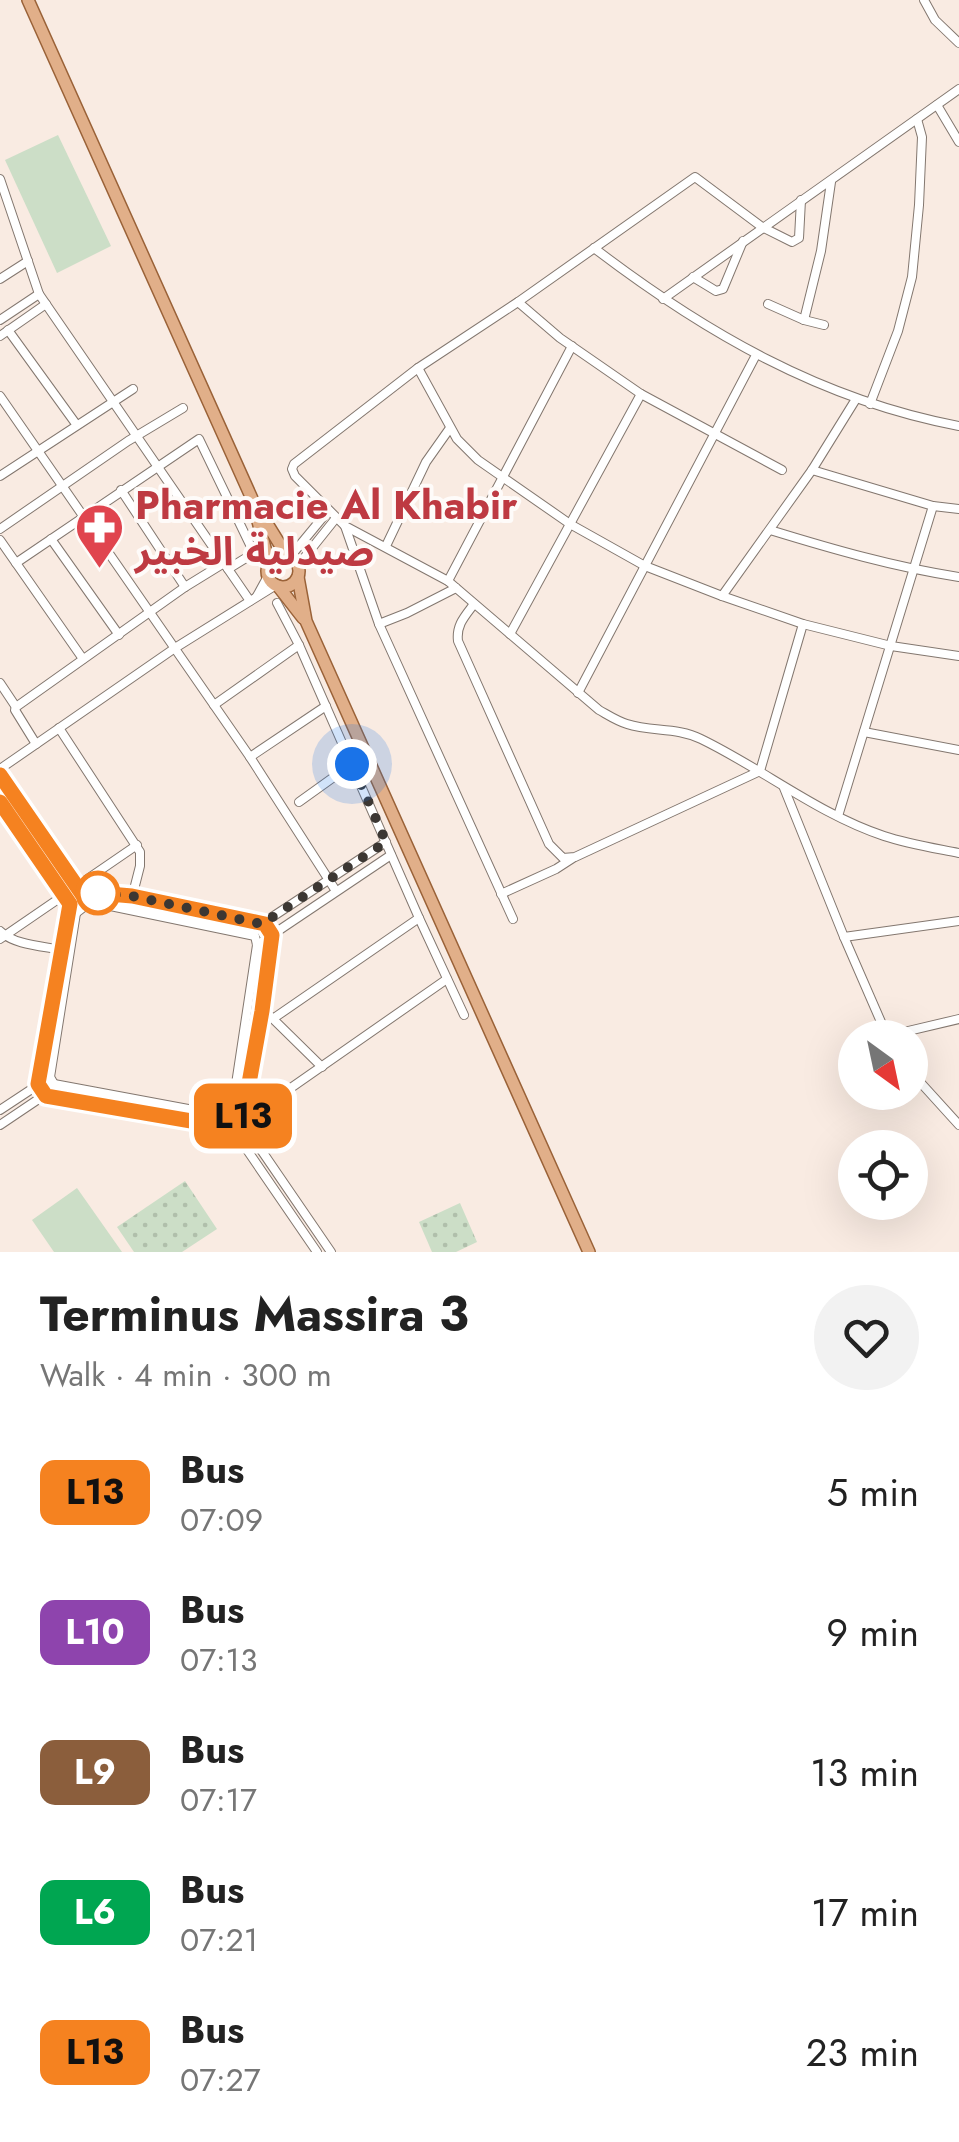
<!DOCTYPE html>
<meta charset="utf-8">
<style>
body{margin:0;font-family:Jost,"Noto Sans Arabic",sans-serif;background:#f2f2f2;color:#222;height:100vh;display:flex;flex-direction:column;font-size:38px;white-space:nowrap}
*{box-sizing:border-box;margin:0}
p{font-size:32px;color:#767676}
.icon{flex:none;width:55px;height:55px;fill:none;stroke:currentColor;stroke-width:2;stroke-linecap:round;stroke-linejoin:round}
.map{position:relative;height:1252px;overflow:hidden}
.details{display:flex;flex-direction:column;background:#fff;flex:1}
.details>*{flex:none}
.badge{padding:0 20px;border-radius:15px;font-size:35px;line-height:65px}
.needle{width:65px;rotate:147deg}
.controls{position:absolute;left:838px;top:1020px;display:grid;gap:20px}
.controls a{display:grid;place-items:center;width:90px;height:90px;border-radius:50%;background:#fff;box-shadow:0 10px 40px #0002;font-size:50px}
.you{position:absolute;width:50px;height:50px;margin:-25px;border:8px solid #fff;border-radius:50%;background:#1a73e8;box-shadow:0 0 0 15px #1a73e833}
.map>.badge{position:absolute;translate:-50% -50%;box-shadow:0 0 0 5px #fff}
.round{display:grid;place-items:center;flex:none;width:105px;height:105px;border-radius:52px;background:#f2f2f2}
.head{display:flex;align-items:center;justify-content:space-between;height:170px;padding:0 40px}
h1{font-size:48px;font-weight:700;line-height:75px}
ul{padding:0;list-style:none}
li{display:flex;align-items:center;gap:30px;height:140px;padding:0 40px}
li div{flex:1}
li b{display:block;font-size:38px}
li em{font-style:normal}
li .badge{min-width:110px;font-weight:700;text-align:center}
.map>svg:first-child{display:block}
.grass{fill:url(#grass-dots)}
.pitch{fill:#ccdec7}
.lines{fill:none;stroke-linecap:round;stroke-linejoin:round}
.street-casing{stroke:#83776f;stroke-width:10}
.primary-casing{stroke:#9a6238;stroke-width:14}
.street{stroke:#fff;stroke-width:8}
.primary{stroke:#e1af89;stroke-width:11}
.line-casing{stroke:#fff;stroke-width:22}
.line{stroke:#f58220;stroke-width:15}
.walk{stroke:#3c3733;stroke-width:10;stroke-dasharray:0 18}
.stop-dot{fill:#fff;stroke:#f58220;stroke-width:5}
.labels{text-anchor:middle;stroke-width:8;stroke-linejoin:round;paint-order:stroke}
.health-label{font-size:40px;font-weight:bold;fill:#be3a42;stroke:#fefbf9;text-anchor:start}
</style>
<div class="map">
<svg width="959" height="1252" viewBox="0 0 959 1252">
<defs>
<pattern id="grass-dots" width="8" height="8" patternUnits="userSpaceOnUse" patternTransform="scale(2.5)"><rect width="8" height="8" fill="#ccdec7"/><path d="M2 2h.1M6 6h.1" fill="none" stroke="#b0bfab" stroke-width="1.8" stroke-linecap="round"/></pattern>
</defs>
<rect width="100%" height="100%" fill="#f9ebe2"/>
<!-- grass -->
<g class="grass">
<path d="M185,1181L217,1229L182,1252H134L117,1227Z"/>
<path d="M460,1203L477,1242L456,1252H432L419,1222Z"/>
</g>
<!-- pitch -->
<g class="pitch">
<path d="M58,135L111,246L57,273L5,160Z"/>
<path d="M77,1188L122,1252H54L32,1220Z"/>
</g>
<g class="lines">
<defs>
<g id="street">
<path d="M924,0L935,20L959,43"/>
<path d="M937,105L959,142"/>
<path d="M0,179L39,294L250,601"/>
<path d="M801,200L799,238L792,242L762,227L695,177L518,302L418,368L294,464L292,469L295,476L345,526L448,581L599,710C608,715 617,721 627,724C651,732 677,727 701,739C763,769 818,814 884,836C908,844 934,848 959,853"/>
<path d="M594,248C704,332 821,400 959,426"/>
<path d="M693,277L716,291L723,289L743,241"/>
<path d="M0,279L28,261"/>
<path d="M663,299L959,89"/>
<path d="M518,302L560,338L641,394L782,470"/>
<path d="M768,304L804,320L824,325"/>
<path d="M0,320L39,294"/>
<path d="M804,320L821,251L831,182"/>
<path d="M8,330L76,424"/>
<path d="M0,336L46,304"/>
<path d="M418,368L457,439L478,460L570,524L645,566L722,596L803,624L891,646L959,656"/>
<path d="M0,396L250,757L336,891"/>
<path d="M870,404L898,331L912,277L919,205L922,137L917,119"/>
<path d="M812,470L933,506L959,509"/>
<path d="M0,476L133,389"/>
<path d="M121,490L185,587"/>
<path d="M345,526L379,624L513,919"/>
<path d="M0,529L128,441L183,408"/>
<path d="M770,530C832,549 894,567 959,577"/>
<path d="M51,539L119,635"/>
<path d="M0,540L83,659"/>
<path d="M386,546L426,462L450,428"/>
<path d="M290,557L328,511"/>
<path d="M16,563L199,439L254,553L228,569"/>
<path d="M299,571L304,558L336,518"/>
<path d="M448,581L572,346"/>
<path d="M257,596L268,576"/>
<path d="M722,596L812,470L856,399"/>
<path d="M277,603L299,645L419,918L464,1015"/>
<path d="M474,604C465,616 456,625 458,641L549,844L563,858L575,857L760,771L803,624"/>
<path d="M379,624L407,613L456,588"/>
<path d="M510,634L641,394"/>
<path d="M0,683L16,707"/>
<path d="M578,693L756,355"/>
<path d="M214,705L299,645"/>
<path d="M59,728L140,852V866L129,909"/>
<path d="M864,732L959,750"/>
<path d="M36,744L15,710L16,707L185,587L224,563"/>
<path d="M250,757L326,706"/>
<path d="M0,769L175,648L276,585"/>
<path d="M0,775L77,886"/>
<path d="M784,788L844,937L888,1038"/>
<path d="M0,802L76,913L50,1077L54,1084"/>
<path d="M299,802L352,764"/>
<path d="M838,816L933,506"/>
<path d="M501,894L556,869L573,858"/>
<path d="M76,913L89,903H96L255,936L257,945L231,1117L232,1128L317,1252"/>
<path d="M260,925L386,842"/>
<path d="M0,931C14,945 42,946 62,950"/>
<path d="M844,937L959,921"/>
<path d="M0,939L137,845"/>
<path d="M257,945L391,855"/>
<path d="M270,1016L322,1067"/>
<path d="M274,1018L419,918"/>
<path d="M887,1036L959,1019"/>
<path d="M910,1071L959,1125"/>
<path d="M54,1084L231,1117L242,1122L331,1252"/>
<path d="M0,1110L50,1077"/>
<path d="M242,1122L262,1011L272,935L265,924C233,918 106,885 82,894C77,896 74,900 70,904L38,1084L46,1095L232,1128L242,1122L447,979"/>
<path d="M0,1125L49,1092"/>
</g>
<g id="primary">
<path d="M28,0L253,501L287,556"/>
<path d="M255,510L269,563"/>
<circle cx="283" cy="571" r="16"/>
<path d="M298,577L306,621L589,1252"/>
<path d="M278,586L303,618"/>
</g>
</defs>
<!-- street casing -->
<use href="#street" class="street-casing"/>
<!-- primary casing -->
<use href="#primary" class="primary-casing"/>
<!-- street -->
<use href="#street" class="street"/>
<!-- primary -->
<use href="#primary" class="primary"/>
</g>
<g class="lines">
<defs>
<path id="line" d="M0,775L82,894L98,893L132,896L265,924L272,935L262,1011L242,1122L232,1128L46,1096L38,1084L70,904L0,802"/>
</defs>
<!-- line casing -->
<use href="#line" class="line-casing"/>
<!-- line -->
<use href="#line" class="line"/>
<!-- walk -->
<path class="walk" d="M98,893L132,896L262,924L386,842L352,764"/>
</g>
<!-- icons -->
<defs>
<symbol id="pharmacy-pin" viewBox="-11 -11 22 30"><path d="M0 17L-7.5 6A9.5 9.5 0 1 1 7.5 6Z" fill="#e0444e" stroke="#fefbf9"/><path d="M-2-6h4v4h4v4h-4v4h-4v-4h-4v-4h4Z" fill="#fff"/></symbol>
</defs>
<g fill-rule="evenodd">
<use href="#pharmacy-pin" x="72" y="500" width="55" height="75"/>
</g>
<!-- markers -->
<circle class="stop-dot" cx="98" cy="893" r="20"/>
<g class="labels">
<!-- health labels -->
<g class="health-label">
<text x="135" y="519">Pharmacie Al Khabir<tspan x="135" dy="46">صيدلية الخبير</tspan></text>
</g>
</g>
</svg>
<div class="controls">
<a><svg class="needle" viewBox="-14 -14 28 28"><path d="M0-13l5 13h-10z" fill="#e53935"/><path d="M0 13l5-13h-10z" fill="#767676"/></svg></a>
<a><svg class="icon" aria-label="locate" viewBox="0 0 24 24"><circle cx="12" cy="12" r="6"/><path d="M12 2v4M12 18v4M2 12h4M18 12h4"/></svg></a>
</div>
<div class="you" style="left:352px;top:764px"></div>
<b class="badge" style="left:243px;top:1116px;background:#f58220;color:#111">L13</b>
</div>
<section class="details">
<div class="head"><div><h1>Terminus Massira 3</h1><p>Walk · 4 min · 300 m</p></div><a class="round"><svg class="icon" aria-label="heart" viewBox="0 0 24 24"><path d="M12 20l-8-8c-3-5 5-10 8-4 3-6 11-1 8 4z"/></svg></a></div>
<ul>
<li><span class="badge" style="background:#f58220;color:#111">L13</span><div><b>Bus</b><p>07:09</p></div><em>5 min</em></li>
<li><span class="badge" style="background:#8e44ad;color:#fff">L10</span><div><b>Bus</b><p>07:13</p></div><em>9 min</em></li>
<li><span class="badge" style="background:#8b5e3c;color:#fff">L9</span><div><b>Bus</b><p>07:17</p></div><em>13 min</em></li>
<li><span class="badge" style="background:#00a651;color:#fff">L6</span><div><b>Bus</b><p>07:21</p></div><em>17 min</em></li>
<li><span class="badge" style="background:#f58220;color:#111">L13</span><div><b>Bus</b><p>07:27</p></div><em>23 min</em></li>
</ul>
</section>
★ ★ ★ ★ ★ ★ ★
### [Task item]
Pull out all lines from the entries above that include the word "controls".

### [Written solution]
.controls{position:absolute;left:838px;top:1020px;display:grid;gap:20px}
.controls a{display:grid;place-items:center;width:90px;height:90px;border-radius:50%;background:#fff;box-shadow:0 10px 40px #0002;font-size:50px}
<div class="controls">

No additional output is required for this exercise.